Entry
Entries A-Z
Subject index
Coal Mining
Industry in which many African Americans worked in the colonial era and early years of the United States. The coal mining industry in the United States peaked around World War I, but some of the first mines were worked by African American slave labor in Virginia around the time of the American Revolution some 140 years earlier.
Historians have uncovered records of a slave named “Nathaniel Pope's Davy,” who worked the deep-pit mines in Henrico County, near Richmond, Virginia, in the late eighteenth century. Some 500 African Americans were employed at the Dover Pits mines, also near Richmond, in 1796.
From 1788 to about 1820, skilled slaves constituted the majority of the 170 workers at Virginia's Black Heath Pits, a mine that employed freed slaves after it was sold to the Chesterfield Coal and Iron Mining Company, a British firm, in 1836. That same year, 45 black miners lost their lives working there. Another Virginia mine, the Midlothian Mining Company, chartered in 1836, employed about 150 African Americans, mostly slaves lured from nearby plantations. By 1860, half of Midlothian's workforce of 200 were slaves who belonged to the company, which hired freed slaves after the Civil War.

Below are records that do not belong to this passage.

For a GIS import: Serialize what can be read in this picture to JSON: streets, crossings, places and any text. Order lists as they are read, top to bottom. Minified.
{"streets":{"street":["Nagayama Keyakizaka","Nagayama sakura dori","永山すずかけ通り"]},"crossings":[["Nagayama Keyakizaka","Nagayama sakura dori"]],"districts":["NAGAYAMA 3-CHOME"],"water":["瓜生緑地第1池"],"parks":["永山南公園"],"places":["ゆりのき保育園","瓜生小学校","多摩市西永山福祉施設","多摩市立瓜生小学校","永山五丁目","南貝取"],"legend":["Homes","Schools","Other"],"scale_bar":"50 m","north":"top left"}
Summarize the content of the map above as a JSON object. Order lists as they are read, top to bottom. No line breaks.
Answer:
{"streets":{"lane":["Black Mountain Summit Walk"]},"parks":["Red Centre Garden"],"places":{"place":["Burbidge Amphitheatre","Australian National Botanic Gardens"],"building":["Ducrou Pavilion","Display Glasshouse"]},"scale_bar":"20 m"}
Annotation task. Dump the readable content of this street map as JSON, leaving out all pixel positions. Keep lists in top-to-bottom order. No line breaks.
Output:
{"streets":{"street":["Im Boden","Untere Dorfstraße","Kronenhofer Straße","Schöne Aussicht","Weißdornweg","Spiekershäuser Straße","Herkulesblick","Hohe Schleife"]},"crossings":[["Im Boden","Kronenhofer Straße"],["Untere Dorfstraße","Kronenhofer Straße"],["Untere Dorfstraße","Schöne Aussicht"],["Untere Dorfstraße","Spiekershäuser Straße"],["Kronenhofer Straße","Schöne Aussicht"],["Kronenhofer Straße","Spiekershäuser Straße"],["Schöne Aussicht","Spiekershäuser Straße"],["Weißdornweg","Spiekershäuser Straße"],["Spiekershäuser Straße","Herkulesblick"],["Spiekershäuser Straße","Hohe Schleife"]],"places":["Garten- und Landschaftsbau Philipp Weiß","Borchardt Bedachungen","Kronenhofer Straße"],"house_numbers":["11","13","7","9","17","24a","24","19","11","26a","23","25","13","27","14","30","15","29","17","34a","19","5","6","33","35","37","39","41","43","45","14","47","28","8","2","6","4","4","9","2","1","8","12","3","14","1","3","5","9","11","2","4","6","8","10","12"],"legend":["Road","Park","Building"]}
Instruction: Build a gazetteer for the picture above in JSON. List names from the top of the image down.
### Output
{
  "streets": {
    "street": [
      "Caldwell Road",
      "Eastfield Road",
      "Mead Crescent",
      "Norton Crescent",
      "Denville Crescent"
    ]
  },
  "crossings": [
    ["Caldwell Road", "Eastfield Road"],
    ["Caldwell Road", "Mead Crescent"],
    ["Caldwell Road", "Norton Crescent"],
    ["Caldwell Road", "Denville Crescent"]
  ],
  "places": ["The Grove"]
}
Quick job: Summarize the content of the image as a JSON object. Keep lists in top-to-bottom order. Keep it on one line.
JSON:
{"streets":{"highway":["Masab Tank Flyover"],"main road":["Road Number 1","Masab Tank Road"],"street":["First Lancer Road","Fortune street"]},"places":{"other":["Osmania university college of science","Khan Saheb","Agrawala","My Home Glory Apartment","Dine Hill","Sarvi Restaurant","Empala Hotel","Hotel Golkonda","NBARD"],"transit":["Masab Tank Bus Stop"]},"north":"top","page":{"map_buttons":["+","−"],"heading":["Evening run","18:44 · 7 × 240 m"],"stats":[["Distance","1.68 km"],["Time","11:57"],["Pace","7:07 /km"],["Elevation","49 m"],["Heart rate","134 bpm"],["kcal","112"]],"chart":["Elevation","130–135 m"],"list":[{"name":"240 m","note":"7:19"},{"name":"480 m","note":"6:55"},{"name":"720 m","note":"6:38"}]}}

The coal-rich western counties of Virginia seceded in 1863 to join the Union as the state of West Virginia, an area that today remains a significant coal-producing region. African American educator Booker T. Washington reported having had an “unpleasant coal mine experience” in this area, where slave miners generally earned 75 cents a day compared to $4 for white miners. In West Virginia, the Kanawha Cannel Coal Mining Company used cheap slave labor as a cost-saving device, often flogging the slaves or denying them their suppers if they did not achieve their quotas.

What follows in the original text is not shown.